By Lewis Proudfoot
Trevor James Proudfoot, who has died of cancer at the age of 65, was a stone mason and influential leader in the world of stone and plaster conservation. As the National Trust’s advisor for the conservation of stone and plaster since 1982, and managing director of his company Cliveden Conservation, Trevor leaves as his lasting legacy the innumerable sculptures, buildings and historic interiors that he has worked on during a career that spanned 45 years.
Trevor was born in 1954 at Herne Bay to Miriam (Nee Stopps) and Peter who ran the family printing firm, AJ Proudfoot and Son. The youngest of four children, Trevor was doted on by his three older sisters. He attended Vernon Holme and then Kent College where he excelled at athletics and rugby.
After a foundation year at Exeter School of Art, Trevor briefly attended Hull College of Art where he lived in Hayworth Hall, an old and crumbling stately home with an absentee American owner. It wasn’t meant to be, and he moved to London where he joined Hannah (Firmin, his first wife) who was studying at Chelsea School of Art.
In 1975, Trevor asked John Bysouth to train him as a stone mason at his yard in Tottenham, and by the age of 21 he had completed his apprenticeship and was beginning to work on masonry projects across London. His relationship with the National Trust (NT) began in 1979, when Bysouth’s were commissioned to restore the Bristol Cross at Stourhead. Trevor worked (with John’s sons Geoff and later David), to dismantle, repair and reinstate this decorative memorial cross. During the works, David Winfield, who was the NT’s first surveyor of Conservation, noted the young mason’s perfectionist approach to the craftsmanship of masonry and his evident passion for conservation and invited him to set up the NT’s statuary conservation workshop based at the Cliveden Estate in Berkshire in the early 1980s.

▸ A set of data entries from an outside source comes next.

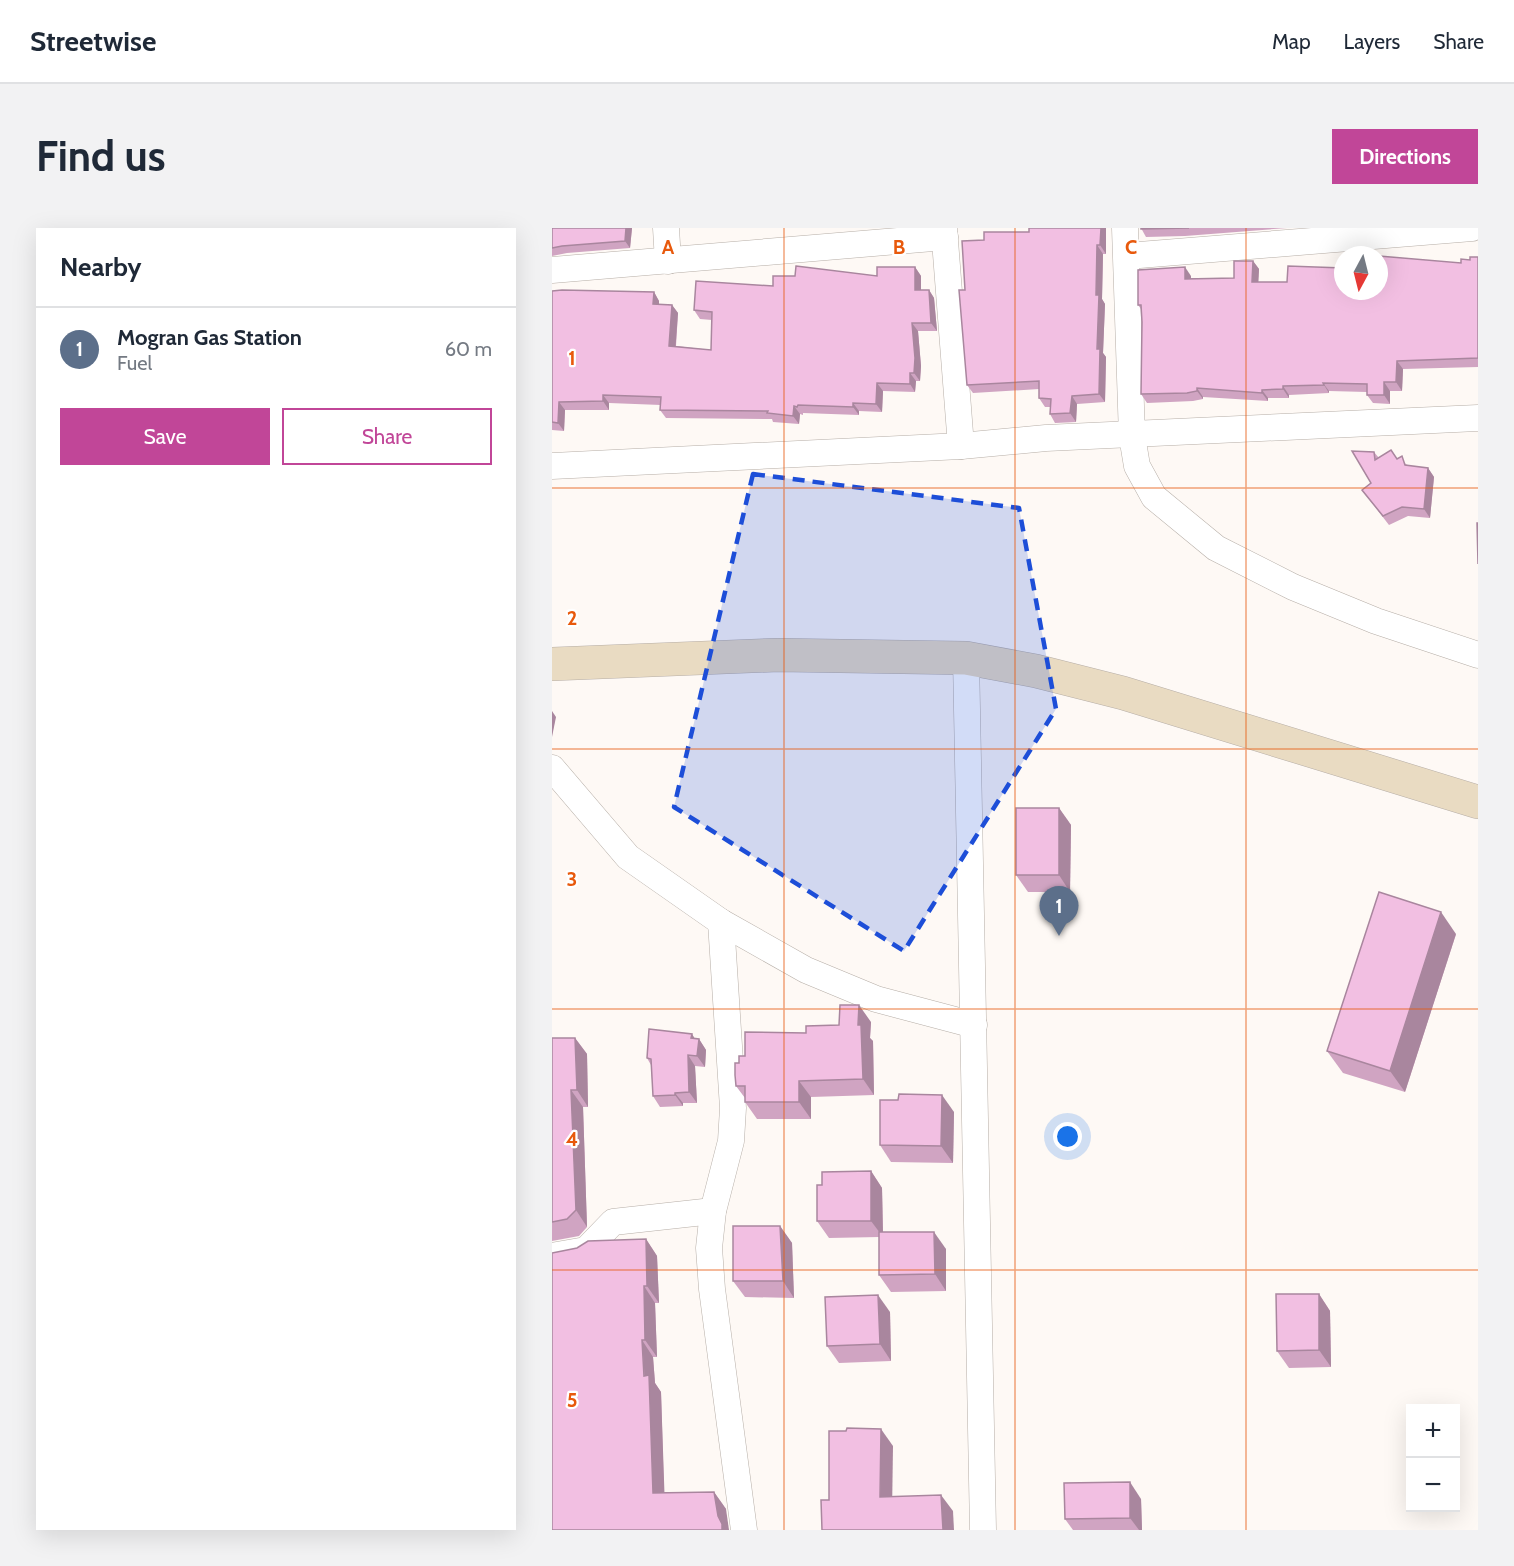 <!DOCTYPE html>
<html lang="en">
<head>
<meta charset="utf-8">
<style>
	:root { --surface:#fff; --page:#f2f2f3; --text:#1f2937; --muted:#747a83; --line:#e0e1e3; --accent:#c14698 }
	body { margin:0; font-family:Cabin,sans-serif; background:var(--page); color:var(--text) }
	.controls { position:absolute; right:18px; bottom:18px; display:grid; overflow:hidden; border-radius:0px; box-shadow:0 6px 24px #0002 }
	.controls button { width:54px; height:54px; display:grid; place-items:center; padding:0; border:0; border-bottom:2px solid var(--line); background:var(--surface); color:var(--text); font:30px sans-serif }
	.compass { position:absolute; left:782px; top:18px; width:54px; height:54px; border-radius:50%; background:var(--surface); box-shadow:0 6px 24px #0002; rotate:187deg }
	.you { position:absolute; left:516px; top:909px; width:21px; height:21px; margin:-15px; border:4px solid #fff; border-radius:50%; background:#1a73e8; box-shadow:0 0 0 9px #1a73e833 }
	.badge { display:grid; place-items:center; width:39px; height:39px; border-radius:50%; background:var(--accent); color:#fff; font-size:20px; font-weight:700 }
	.pin { position:absolute; translate:-50% -50px; filter:drop-shadow(0 2px 3px #0008) }
	.pin::after { content:''; position:absolute; top:32px; width:21px; height:18px; background:inherit; clip-path:polygon(0 0,100% 0,50% 100%) }
	.list { margin:0; padding:0; list-style:none }
	h2 { display:flex; justify-content:space-between; align-items:center; height:78px; margin:0; padding:0 24px; font-size:26px }
	h2 small { font-size:20px; font-weight:400; color:var(--muted) }
	.list li { display:grid; grid-template-columns:39px 1fr auto; gap:18px; align-items:center; box-sizing:border-box; height:84px; padding:0 24px; border-top:2px solid var(--line) }
	.list b { display:block; font-size:22px; white-space:nowrap }
	.list p { margin:0; font-size:20px; white-space:nowrap; color:var(--muted) }
	.list em { font-size:20px; font-style:normal; color:var(--muted) }
	.actions { display:flex; gap:12px; padding:18px 24px }
	.actions a { flex:1; padding:14px 0; border:2px solid var(--accent); border-radius:0px; text-align:center; font-size:21px; color:var(--accent) }
	.actions .main { background:var(--accent); color:#fff }
	.map { position:relative; flex:none; width:926px; height:1302px; overflow:hidden; border-radius:0px }
	header { display:flex; align-items:center; gap:36px; box-sizing:border-box; height:84px; padding:0 30px; background:var(--surface); border-bottom:2px solid var(--line) }
	header strong { font-size:28px }
	nav { display:flex; gap:33px; margin-inline-start:auto; font-size:21px }
	.intro { display:flex; align-items:center; justify-content:space-between; box-sizing:border-box; height:144px; padding:0 36px }
	h1 { margin:0; font-size:42px }
	.button { padding:15px 27px; border-radius:0px; background:var(--accent); color:#fff; font-size:21px; font-weight:700 }
	main { display:flex; gap:36px; padding:0 36px }
	aside { flex:1; background:var(--surface); border-radius:0px; box-shadow:0 6px 24px #0002 }
	.map>svg:first-child { display:block }
</style>
</head>
<body>
<header>
<strong>Streetwise</strong>
<nav><a>Map</a><a>Layers</a><a>Share</a></nav>
</header>
<div class="intro"><h1>Find us</h1><a class="button">Directions</a></div>
<main>
<aside>
<h2>Nearby<small></small></h2>
<ul class="list">
<li><span class="badge" style="background:#5c6f8a">1</span><div><b>Mogran Gas Station</b><p>Fuel</p></div><em>60 m</em></li>
</ul>
<div class="actions"><a class="main">Save</a><a>Share</a></div>
</aside>
<div class="map">
<svg width="926" height="1302" viewBox="0 0 926 1302">
	<rect width="100%" height="100%" fill="#fef9f5"/>
	<g fill="none" stroke-linecap="round" stroke-linejoin="round">
		<g stroke="#b6aea7" stroke-width="27">
			<g id="street">
				<path d="M114,0L116,33"/>
				<path d="M392,0L409,218"/>
				<path d="M573,0L580,208L585,238L602,269L664,320L741,359L824,393L926,427"/>
				<path d="M575,28L920,0"/>
				<path d="M0,42L393,9"/>
				<path d="M0,238L409,218L494,210L926,190"/>
				<path d="M414,430L431,1302"/>
				<path d="M0,540L76,629L169,694L254,742L324,771L422,797"/>
				<path d="M169,694L181,880L179,913L161,983L157,1020L160,1061L192,1302"/>
				<path d="M0,1028L34,1022L61,994L161,983"/>
			</g>
		</g>
		<g stroke="#b6aea7" stroke-width="34">
			<path id="secondary" d="M0,436L226,427L414,430L484,443L571,465L926,574"/>
		</g>
		<use href="#street" stroke="#fff" stroke-width="26"/>
		<use href="#secondary" stroke="#e9dbc2" stroke-width="33"/>
	</g>
	<g fill="#d0a4c2">
		<path d="M0,0H80L78,20L15,25L0,28Z"/>
		<path d="M554,0V26H551L550,71L553,76L551,125L554,129L553,174L525,176L524,194L503,195L498,186V179H493L487,170V161L421,165L415,157L413,62L432,12L477,4Z"/>
		<path d="M589,0H735L633,8L594,9Z"/>
		<path d="M926,29V139L851,141L850,163H838V176L821,175L815,167V164L777,163V165L737,167V170H716V173L651,169V171L641,173L595,175L589,166L590,94L589,81L586,77L639,48V50H682L701,33L707,41L706,54H735L791,40L909,35Z"/>
		<path d="M363,39L369,48V62H377L382,70L385,103H366L369,138L368,153H364L363,164L331,163L330,184L307,183V187L251,185V187L248,186L247,196L221,194L220,191L114,190L108,182L109,177L57,175V182H13L12,203L0,202V63L102,64L107,73V76L120,77L126,85L124,118L159,122L160,92L148,91L142,82L221,58L325,48Z"/>
		<path d="M822,224L827,230L846,231L857,238L876,240L882,249L878,290L856,288L837,297L810,262L819,255Z"/>
		<path d="M507,580L519,597L518,664H476L464,647Z"/>
		<path d="M904,706L853,864L791,845L775,823Z"/>
		<path d="M319,794L318,810L321,813L322,867L259,869V891H205L193,874V870L184,858L187,835L193,828L254,805L287,797Z"/>
		<path d="M140,806L142,810L147,811L154,822L153,839L143,838L145,875H131V878L108,879L101,868L99,837L95,830Z"/>
		<path d="M0,810H23L35,826L36,879H31L35,999L27,1008L0,1013Z"/>
		<path d="M346,872L402,884L401,935L339,934L328,917Z"/>
		<path d="M319,943L330,960L331,1004L394,1021V1063L339,1064L327,1047V1009L277,1010L265,993L270,957Z"/>
		<path d="M228,998L240,1015L242,1070L193,1069L181,1053Z"/>
		<path d="M94,1011L105,1028L107,1075H103L105,1129H101L103,1155L109,1164L112,1264H162L174,1281L0,1302Z"/>
		<path d="M767,1066L778,1083L779,1139L737,1140L725,1123Z"/>
		<path d="M338,1084L339,1133L287,1135L275,1118Z"/>
		<path d="M589,1271L590,1302H521L513,1291Z"/>
	</g>
	<g fill="#a9869e">
		<path d="M74,0H80L78,20L73,13Z"/>
		<path d="M549,0H554V26L548,17Z"/>
		<path d="M545,17L551,26L550,71L553,76L551,125L554,129L553,174L547,166L544,67Z"/>
		<path d="M701,33L707,41L706,62L700,54Z"/>
		<path d="M363,39L369,48V70L363,62Z"/>
		<path d="M633,39L639,48V59L633,51Z"/>
		<path d="M377,62L382,70L385,103L379,95Z"/>
		<path d="M102,64L107,73V84L101,76Z"/>
		<path d="M120,77L126,85L123,126L117,118Z"/>
		<path d="M360,95L366,103L369,138L368,153L362,145Z"/>
		<path d="M845,133L851,141L850,163L844,154Z"/>
		<path d="M358,145L364,153L363,164L358,156Z"/>
		<path d="M832,154L838,163V176L832,167Z"/>
		<path d="M325,155L331,163L330,184L324,176Z"/>
		<path d="M771,155L777,163V165L772,157Z"/>
		<path d="M731,158L737,167V170L731,161Z"/>
		<path d="M645,160L651,169V171L645,163Z"/>
		<path d="M710,162L716,170V173L710,165Z"/>
		<path d="M51,167L57,175V182L51,173Z"/>
		<path d="M520,168L525,176L524,194L518,185Z"/>
		<path d="M7,174L13,182L12,203L6,195Z"/>
		<path d="M301,175L307,183V187L301,179Z"/>
		<path d="M242,178L248,186L247,196L241,188Z"/>
		<path d="M876,240L882,249L878,290L872,281Z"/>
		<path d="M0,483L4,489L0,509Z"/>
		<path d="M507,580L519,597L518,664L507,647Z"/>
		<path d="M889,684L904,706L853,864L838,843Z"/>
		<path d="M307,777L319,794L318,810L321,813L322,867L311,851L306,797Z"/>
		<path d="M140,806L146,816L147,811L154,822L153,839L145,828L139,810Z"/>
		<path d="M23,810L35,826L36,879L25,862Z"/>
		<path d="M136,827L143,838L145,875L137,864Z"/>
		<path d="M247,853L259,869V891L247,874Z"/>
		<path d="M19,862L31,879L35,999L24,982Z"/>
		<path d="M123,865L131,875V878L123,867Z"/>
		<path d="M390,867L402,884L401,935L389,918Z"/>
		<path d="M319,943L330,960L331,1009L319,993Z"/>
		<path d="M228,998L240,1015L242,1070L231,1053Z"/>
		<path d="M382,1004L394,1021V1063L383,1046Z"/>
		<path d="M94,1011L105,1028L107,1075L95,1058Z"/>
		<path d="M92,1058L103,1075L105,1129L93,1112Z"/>
		<path d="M767,1066L778,1083L779,1139L767,1122Z"/>
		<path d="M326,1067L338,1084L339,1133L328,1116Z"/>
		<path d="M90,1112L101,1129L103,1155L109,1164L113,1281L101,1265Z"/>
		<path d="M329,1201L341,1218L340,1286L328,1269Z"/>
		<path d="M578,1254L589,1271L590,1302H587L578,1290Z"/>
		<path d="M162,1264L174,1281L177,1302H170L166,1288Z"/>
		<path d="M389,1267L401,1283L402,1302H391Z"/>
	</g>
	<g fill="#f2bfe2" stroke="#a9869e" stroke-width="1.5">
		<path d="M0,0H74L73,13L10,18L0,20Z"/>
		<path d="M477,0H549L548,17H545L544,67H547L545,121H548L547,166L520,168L518,185L498,186L499,171L487,170V153L415,157L407,62H413L410,13L432,12V4H477Z"/>
		<path d="M589,0H637L589,1Z"/>
		<path d="M798,25L819,27H798Z"/>
		<path d="M827,28L909,35V31L918,32V29H926V130L845,133L844,154H832V167H815V156L771,155L772,157L731,158V161L710,162V165L645,160V163L635,165L589,166L590,94L589,77H586V42L633,39V51L682,50V33H701L700,54H735L736,38L791,40V63H827Z"/>
		<path d="M244,38L325,48V39H363V62H377L379,95H360L363,130L362,145H358V156L325,155L324,176L301,175V179L246,177L245,179L242,178L241,188L215,185L216,183L108,182L109,169L51,167V173L7,174L6,195L0,194V63L10,62L102,64L101,76L120,77L117,118L159,122L160,84L142,82L144,53L221,58V48H243Z"/>
		<path d="M839,222L845,231L850,228L853,237L876,240L872,281L850,279L831,288L810,262L819,255L800,223L822,224L823,232Z"/>
		<path d="M925,295H926V336Z"/>
		<rect x="464" y="580" width="43" height="67"/>
		<path d="M827,664L889,684L838,843L775,823Z"/>
		<path d="M288,777H307L306,797H309L311,851L247,853V874H193V858H184L183,847V835H187V828H193V804L254,805V798L287,797Z"/>
		<path d="M97,801L140,806L139,810L147,811L145,828L136,827L137,864L123,865V867L101,868L99,831L95,830Z"/>
		<path d="M0,810H23L25,862H19L24,982L15,991L0,994Z"/>
		<path d="M347,866L390,867L389,918L328,917V872H346Z"/>
		<path d="M319,943V993H265V957H270V944Z"/>
		<path d="M181,998H228L231,1053H181Z"/>
		<path d="M327,1004H382L383,1046L327,1047Z"/>
		<path d="M94,1011L95,1058H92L93,1112H90L92,1148L97,1147L101,1265L162,1264L166,1288L170,1296V1302H0V1025L25,1020L36,1013Z"/>
		<path d="M724,1066H767V1122L725,1123Z"/>
		<path d="M326,1067L328,1116L275,1118L273,1069Z"/>
		<path d="M295,1200L329,1201L328,1269L389,1267L391,1302H270L269,1272H277V1203H294Z"/>
		<path d="M578,1254V1290L513,1291L512,1255Z"/>
	</g>
	<path fill="#1d4ed8" fill-opacity="0.2" stroke="#1d4ed8" stroke-width="4.5" stroke-dasharray="12 8" stroke-linejoin="round" d="M201,246L467,280L504,481L352,723L122,579Z"/>
	<path fill="none" stroke="#e8590c" stroke-width="1.5" stroke-opacity="0.55" d="M232,0V1302M463,0V1302M694,0V1302M0,260H926M0,521H926M0,781H926M0,1042H926"/>
	<g font-size="20" text-anchor="middle" font-weight="bold" fill="#e8590c" stroke="#fff" stroke-width="4.5" stroke-linejoin="round" paint-order="stroke">
		<text x="116" y="26">A</text>
		<text x="347" y="26">B</text>
		<text x="579" y="26">C</text>
		<text x="20" y="137">1</text>
		<text x="20" y="397">2</text>
		<text x="20" y="658">3</text>
		<text x="20" y="918">4</text>
		<text x="20" y="1179">5</text>
	</g>
</svg>
<div class="controls">
<button>+</button>
<button>−</button>
</div>
<svg class="compass" viewBox="-18 -18 36 36"><path d="M0-13l5 13h-10z" fill="#e53935"/><path d="M0 13l5-13h-10z" fill="#747a83"/></svg>
<div class="you"></div>
<div class="pin badge" style="left:507px;top:708px;background:#5c6f8a">1</div>
</div>
</main>
</body>
</html>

First with David Winfield, and later Nigel Seeley, Trevor was an inspiring and enthusiastic advocate for the Trust's pioneering conservation approach to maintenance and repair of its buildings, interiors, monuments and statuary. Working alongside Seeley, Trevor was instrumental in the restoration of all the plasterwork at Uppark after the fire ravaged the 17th-century house in 1989. This project established Trevor as a pioneer for the rediscovery of traditional skills as he and his team reintroduced the historic techniques of freehand modelling in the restoration of plaster ceilings. Much emphasis was placed on the conservation of as much of the original fabric rather than restoration—no matter how small the salvaged remains were—and Trevor and his team set out the hugely decorative ceilings on the ground under huge hangers before fixing in situ.
In the early 1990s the Trust agreed that the workshop should become independent, and Trevor developed Cliveden Conservation into a highly successful and award-winning business with two more flourishing workshops in Bath and Norfolk. Trevor’s lively personality, enthusiasm for conservation and generosity with his time and knowledge endeared him to the many architects, curators and country house owners he met throughout the UK and abroad. Practical and empathetic to all, he gained a reputation for undertaking the type of difficult job that many people would not, or simply could not, achieve, and Cliveden Conservation have been involved in some of the most prestigious conservation projects of the past 30 years with the National Trust, English Heritage, many Oxford colleges and for the Royal Household.
Trevor regularly taught NT staff and volunteers in the techniques of cleaning and conservation of stone and plaster. There are few National Trust properties which have not benefited from Trevor's advice, guidance, and advocacy for the highest practical standards of conservation treatment or specifications for lime mortars. Since 1990, he has also advised on the marble conservation at Aphrodisias, one of the oldest and most sacred archaeological sites in Turkey. He relished his yearly trips to the site, where he had the opportunity to get ‘back on the tools’, working with the local Turks and an international team of academics and conservators to restore and reinstate a multitude of architectural and sculptural artefacts.
Trevor leaves behind him a huge contribution to conservation and craftsmanship and countless friends and colleagues from the world of historic buildings and beyond. His three workshops and their teams of skilled and experienced conservators and craftspeople are testament to his enthusiasm and the encouragement he showed to inspire generations of conservators. His eldest son Lewis continues to lead the work of Cliveden Conservation as the company builds upon his legacy.
An incisive intelligence, mischievous sense of humour and a charming irreverence made Trevor exceptionally good company. A keen sportsman and rugby player well into his 50s, he will be remembered for his exuberance and huge personality which shone through even as he stoically battled with the painful and debilitating complications from the pancreatic cancer he was diagnosed with in 2015.
Trevor is survived by his sons Lewis and Dorian, daughters Emily and Sophie, three sisters and dog Tigger.